=== Dataset entries ===
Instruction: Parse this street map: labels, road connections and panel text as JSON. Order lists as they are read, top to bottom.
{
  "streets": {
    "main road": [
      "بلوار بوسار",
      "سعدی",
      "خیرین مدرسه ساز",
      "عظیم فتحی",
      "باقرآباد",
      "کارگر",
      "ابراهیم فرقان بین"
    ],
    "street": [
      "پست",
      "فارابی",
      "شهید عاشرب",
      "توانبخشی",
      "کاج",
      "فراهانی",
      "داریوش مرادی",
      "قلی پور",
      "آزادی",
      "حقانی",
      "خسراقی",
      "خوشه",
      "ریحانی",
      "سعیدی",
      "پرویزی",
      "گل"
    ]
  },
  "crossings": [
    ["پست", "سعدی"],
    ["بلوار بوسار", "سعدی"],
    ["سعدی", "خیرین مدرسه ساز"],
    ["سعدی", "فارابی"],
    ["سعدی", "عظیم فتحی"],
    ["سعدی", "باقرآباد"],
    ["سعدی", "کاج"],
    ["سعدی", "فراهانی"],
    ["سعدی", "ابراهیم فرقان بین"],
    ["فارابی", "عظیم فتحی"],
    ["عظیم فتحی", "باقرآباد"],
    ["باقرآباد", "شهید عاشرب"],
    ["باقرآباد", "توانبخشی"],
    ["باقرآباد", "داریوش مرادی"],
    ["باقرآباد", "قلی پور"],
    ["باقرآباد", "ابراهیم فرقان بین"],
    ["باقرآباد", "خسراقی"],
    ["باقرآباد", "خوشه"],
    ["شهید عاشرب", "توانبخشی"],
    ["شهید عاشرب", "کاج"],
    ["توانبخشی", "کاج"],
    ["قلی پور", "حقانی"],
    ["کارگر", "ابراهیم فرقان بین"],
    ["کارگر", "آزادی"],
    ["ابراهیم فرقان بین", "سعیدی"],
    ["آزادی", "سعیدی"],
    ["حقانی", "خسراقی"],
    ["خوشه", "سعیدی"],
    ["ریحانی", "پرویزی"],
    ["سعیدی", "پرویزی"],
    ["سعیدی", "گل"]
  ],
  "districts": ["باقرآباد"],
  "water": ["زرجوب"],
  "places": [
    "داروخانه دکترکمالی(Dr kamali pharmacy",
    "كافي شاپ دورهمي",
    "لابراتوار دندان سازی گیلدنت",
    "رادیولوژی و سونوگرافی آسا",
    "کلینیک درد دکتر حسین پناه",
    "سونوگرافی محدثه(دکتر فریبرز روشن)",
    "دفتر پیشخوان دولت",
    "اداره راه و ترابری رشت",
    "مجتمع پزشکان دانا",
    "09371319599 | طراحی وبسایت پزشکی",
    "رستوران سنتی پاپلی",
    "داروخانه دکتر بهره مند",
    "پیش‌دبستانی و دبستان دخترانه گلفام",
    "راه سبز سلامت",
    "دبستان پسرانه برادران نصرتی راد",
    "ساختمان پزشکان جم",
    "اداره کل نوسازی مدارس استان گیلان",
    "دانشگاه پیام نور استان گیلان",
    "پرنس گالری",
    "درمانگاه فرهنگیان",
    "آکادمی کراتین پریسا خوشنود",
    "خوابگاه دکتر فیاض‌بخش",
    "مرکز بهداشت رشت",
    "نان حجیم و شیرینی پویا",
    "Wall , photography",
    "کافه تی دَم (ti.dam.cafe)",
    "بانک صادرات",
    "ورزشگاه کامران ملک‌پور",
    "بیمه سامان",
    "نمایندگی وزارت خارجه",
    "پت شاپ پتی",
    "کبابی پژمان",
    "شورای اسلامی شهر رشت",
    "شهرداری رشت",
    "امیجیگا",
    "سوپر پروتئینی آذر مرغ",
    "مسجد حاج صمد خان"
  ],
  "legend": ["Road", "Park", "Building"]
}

=== WHAT THE TASK ASKS ===
When a line of the entries contains the word "مرادی", it counts toward the total; reply with that total alone.

=== SOLUTION TO THIS TASK ===
2